Teaching activities and support, including teacher salaries, instructional assistants, curriculum, extracurriculars and other nonadministrative staff, receive 72% of each district’s budget.
At Riverside, a 1,600-pupil district at the northern edge of the county, Russell said the results could reflect voters’ attitudes towards the state and their policies rather than disdain for local schools.

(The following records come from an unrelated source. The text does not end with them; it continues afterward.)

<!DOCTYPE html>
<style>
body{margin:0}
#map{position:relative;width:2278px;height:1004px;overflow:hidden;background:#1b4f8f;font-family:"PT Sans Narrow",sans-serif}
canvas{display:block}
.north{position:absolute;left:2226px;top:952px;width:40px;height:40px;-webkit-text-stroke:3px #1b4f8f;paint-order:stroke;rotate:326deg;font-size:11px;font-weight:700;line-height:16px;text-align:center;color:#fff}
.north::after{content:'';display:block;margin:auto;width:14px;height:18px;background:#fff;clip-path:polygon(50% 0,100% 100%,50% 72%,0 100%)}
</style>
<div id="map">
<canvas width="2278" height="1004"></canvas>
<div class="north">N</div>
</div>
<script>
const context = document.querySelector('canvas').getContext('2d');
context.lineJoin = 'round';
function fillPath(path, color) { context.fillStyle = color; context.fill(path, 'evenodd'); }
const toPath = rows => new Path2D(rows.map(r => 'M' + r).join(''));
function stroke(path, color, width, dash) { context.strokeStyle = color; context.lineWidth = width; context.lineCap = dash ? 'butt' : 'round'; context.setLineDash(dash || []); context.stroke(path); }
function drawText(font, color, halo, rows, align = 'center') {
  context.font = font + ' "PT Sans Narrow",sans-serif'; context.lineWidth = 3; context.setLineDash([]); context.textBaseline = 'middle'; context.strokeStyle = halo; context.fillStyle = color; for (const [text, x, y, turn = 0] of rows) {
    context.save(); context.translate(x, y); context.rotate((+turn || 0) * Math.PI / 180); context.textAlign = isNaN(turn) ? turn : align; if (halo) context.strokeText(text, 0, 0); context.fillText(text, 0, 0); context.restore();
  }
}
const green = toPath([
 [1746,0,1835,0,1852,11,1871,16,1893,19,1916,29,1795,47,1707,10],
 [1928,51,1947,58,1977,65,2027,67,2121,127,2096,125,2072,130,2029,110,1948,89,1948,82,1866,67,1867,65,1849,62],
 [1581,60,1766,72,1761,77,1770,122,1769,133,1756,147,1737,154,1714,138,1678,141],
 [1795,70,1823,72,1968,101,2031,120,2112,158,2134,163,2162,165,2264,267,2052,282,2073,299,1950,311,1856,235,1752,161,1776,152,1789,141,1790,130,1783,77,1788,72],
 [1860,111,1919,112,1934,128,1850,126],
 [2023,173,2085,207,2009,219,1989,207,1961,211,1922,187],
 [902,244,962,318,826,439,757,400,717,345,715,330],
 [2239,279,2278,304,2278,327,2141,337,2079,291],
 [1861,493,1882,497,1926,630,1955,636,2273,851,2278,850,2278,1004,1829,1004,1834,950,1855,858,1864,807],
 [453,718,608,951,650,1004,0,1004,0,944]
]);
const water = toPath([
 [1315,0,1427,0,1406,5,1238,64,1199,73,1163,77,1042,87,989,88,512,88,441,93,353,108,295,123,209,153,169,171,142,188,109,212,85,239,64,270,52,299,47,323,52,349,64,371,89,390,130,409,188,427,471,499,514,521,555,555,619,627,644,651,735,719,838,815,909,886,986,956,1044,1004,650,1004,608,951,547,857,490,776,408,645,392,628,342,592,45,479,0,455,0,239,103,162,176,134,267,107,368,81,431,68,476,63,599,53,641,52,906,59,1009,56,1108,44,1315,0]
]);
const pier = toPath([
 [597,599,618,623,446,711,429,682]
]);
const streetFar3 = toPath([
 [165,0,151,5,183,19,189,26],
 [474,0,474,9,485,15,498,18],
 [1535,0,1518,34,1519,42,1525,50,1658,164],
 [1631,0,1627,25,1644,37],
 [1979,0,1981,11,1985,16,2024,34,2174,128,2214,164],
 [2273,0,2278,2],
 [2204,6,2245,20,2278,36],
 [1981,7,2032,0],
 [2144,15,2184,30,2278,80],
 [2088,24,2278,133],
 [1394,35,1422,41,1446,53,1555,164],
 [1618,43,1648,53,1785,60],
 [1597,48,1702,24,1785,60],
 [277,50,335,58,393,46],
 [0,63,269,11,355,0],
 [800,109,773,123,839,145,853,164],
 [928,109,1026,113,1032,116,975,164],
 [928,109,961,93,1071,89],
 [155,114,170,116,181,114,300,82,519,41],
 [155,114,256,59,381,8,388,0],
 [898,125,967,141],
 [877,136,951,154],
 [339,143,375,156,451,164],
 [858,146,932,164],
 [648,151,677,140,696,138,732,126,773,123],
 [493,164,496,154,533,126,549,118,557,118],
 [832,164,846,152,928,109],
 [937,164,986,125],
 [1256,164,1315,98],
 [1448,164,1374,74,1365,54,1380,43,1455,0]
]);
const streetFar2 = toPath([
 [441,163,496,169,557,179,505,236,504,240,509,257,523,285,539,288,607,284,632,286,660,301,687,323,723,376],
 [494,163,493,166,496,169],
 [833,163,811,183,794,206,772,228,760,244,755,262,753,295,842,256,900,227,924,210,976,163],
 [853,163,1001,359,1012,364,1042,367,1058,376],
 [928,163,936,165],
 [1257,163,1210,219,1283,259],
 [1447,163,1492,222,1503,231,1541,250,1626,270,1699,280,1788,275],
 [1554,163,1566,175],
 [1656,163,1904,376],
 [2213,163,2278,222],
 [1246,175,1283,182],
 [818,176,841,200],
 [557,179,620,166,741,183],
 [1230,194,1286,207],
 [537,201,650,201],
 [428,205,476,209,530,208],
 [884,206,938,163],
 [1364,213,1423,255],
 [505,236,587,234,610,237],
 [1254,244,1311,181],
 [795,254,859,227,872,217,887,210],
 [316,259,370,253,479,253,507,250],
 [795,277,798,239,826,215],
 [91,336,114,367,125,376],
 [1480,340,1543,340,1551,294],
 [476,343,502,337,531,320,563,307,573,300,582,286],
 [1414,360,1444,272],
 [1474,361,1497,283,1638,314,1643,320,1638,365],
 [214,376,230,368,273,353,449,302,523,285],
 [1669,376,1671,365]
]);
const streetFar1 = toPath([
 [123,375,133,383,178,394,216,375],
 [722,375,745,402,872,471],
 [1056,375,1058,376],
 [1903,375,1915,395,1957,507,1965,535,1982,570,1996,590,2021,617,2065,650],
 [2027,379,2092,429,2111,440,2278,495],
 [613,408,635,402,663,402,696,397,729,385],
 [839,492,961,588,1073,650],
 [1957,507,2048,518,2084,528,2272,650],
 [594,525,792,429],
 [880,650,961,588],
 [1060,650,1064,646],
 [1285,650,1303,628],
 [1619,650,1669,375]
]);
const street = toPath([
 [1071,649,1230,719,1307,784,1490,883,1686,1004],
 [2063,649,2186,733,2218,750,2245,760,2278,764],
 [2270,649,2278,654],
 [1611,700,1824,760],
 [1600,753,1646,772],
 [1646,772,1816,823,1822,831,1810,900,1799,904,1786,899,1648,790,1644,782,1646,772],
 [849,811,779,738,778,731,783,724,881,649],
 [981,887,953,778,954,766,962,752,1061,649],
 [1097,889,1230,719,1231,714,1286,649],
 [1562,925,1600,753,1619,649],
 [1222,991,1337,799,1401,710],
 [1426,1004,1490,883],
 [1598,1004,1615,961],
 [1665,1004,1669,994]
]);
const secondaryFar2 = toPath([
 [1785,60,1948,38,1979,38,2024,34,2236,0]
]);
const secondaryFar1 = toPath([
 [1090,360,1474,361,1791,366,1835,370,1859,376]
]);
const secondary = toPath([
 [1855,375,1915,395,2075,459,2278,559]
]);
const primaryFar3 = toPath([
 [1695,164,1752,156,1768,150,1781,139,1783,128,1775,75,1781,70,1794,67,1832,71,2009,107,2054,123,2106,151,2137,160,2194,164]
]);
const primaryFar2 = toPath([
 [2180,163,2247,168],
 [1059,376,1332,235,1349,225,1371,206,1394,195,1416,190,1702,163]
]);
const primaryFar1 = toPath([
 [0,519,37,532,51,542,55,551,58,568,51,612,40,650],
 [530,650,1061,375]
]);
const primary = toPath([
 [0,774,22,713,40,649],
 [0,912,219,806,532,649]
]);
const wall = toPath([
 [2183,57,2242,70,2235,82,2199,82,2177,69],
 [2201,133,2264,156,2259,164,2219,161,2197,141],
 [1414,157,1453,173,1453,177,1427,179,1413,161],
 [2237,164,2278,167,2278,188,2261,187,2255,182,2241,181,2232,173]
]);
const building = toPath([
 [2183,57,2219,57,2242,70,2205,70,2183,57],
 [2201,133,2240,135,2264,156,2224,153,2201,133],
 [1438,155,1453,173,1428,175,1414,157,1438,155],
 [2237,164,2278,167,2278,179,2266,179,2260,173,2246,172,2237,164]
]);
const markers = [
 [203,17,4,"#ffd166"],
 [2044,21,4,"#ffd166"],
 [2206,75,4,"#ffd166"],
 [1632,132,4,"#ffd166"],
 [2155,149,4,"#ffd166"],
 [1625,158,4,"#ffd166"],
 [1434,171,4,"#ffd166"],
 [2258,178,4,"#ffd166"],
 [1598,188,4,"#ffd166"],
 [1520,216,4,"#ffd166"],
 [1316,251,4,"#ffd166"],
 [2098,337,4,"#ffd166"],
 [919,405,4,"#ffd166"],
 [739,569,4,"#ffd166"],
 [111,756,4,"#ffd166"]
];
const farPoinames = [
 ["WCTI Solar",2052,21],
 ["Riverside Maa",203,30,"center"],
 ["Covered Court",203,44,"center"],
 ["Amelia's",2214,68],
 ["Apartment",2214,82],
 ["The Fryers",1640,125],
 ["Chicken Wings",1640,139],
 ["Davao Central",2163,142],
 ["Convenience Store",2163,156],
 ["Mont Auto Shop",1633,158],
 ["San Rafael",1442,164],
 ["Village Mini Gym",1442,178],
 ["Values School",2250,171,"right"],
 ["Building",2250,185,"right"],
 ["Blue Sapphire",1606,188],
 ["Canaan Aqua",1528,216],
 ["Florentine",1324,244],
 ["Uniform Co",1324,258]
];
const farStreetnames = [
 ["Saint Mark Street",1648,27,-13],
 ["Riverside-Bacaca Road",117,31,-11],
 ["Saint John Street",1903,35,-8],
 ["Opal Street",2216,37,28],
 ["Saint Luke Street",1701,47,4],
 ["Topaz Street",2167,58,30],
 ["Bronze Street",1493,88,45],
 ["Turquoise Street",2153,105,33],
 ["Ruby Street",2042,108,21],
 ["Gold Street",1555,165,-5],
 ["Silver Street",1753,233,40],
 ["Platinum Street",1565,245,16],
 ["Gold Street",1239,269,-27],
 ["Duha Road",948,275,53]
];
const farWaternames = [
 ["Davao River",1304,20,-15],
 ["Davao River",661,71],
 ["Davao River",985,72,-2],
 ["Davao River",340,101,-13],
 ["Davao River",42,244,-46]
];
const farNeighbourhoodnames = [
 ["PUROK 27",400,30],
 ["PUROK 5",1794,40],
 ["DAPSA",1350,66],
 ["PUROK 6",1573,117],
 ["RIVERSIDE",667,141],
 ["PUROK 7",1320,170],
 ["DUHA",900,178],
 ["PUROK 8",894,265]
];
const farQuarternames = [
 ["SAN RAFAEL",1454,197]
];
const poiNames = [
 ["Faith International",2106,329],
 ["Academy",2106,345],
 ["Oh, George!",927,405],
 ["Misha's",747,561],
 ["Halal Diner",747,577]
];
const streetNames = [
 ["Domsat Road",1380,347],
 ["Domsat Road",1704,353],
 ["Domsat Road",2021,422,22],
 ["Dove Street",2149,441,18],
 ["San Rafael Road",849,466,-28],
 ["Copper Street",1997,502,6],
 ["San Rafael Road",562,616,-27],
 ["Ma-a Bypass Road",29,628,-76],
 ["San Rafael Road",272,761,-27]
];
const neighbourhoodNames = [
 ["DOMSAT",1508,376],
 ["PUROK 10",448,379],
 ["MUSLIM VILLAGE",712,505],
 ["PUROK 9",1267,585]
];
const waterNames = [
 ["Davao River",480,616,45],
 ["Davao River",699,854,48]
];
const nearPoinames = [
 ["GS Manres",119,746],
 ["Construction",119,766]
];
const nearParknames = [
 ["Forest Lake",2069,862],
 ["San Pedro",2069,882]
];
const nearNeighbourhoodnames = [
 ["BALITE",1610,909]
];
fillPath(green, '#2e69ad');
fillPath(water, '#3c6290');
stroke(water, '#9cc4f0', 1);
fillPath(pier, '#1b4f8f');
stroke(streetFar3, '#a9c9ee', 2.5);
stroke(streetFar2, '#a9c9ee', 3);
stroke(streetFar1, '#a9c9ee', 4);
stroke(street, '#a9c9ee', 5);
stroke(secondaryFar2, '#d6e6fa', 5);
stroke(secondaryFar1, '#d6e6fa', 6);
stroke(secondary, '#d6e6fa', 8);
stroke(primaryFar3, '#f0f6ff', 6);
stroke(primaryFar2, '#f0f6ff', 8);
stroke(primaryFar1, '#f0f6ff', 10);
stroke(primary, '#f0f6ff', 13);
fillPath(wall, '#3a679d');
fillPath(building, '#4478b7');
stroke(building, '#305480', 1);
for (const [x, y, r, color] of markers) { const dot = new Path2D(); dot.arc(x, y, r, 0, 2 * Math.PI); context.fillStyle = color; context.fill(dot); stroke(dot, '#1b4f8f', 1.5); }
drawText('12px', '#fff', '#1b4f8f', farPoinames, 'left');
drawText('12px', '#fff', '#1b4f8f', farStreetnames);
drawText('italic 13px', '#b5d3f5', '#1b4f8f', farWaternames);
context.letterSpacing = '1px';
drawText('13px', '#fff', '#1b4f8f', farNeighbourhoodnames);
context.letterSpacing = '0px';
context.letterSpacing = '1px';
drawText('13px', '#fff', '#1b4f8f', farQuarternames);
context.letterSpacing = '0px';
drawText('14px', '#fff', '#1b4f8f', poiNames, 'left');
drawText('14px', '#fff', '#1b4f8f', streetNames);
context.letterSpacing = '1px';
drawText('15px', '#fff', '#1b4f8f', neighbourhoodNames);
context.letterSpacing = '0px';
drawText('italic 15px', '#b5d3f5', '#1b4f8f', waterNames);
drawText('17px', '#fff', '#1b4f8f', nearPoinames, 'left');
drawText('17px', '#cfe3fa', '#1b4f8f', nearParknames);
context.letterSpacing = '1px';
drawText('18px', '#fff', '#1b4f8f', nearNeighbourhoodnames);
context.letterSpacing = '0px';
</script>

He’s heard growing contempt from Chattaroy residents of perceived state overreach on mandates like comprehensive sex education and other curriculum policies.
“We, as a local school district, try to find a balance of following the state constitution and managing that at the same time as the values of our local communities. That part is more of a struggle than it’s been in my experience in the past,” Russell said.
“A lot of our communities in eastern Washington prefer local control. If they feel like they don’t have that, it’s not gonna help the cause.”
While at this point, stakeholders can merely speculate why support for bonds and levies is plummeting statewide, some argue the trends reflect a turning point in education.
Sarah James, assistant professor of political science at Gonzaga and former teacher and principal, said increased politicization in schools coupled with retention issues coming out of the COVID-19 pandemic begs the question: what is the purpose of our educational institutions, and who gets to decide?
“How, if at all, do we need to be adjusting that to meet the needs for the current economic and global climate?” James said. “I think I would not be surprised if we looked back at this era as a real transition point of the purpose of education that’s being offered.”
Heightened vitriol and contention surrounding school topics like sex education, mask mandates, book-banning, gendered bathroom access, religion in schools and pronoun use have become topics used to push narratives by ideological groups on all sides of the political spectrum, she said.
“You always have to think of the narratives on both sides,” James said. “Both liberals and conservatives have developed new narratives on what school does and what school is for, that has very much been in conversations.”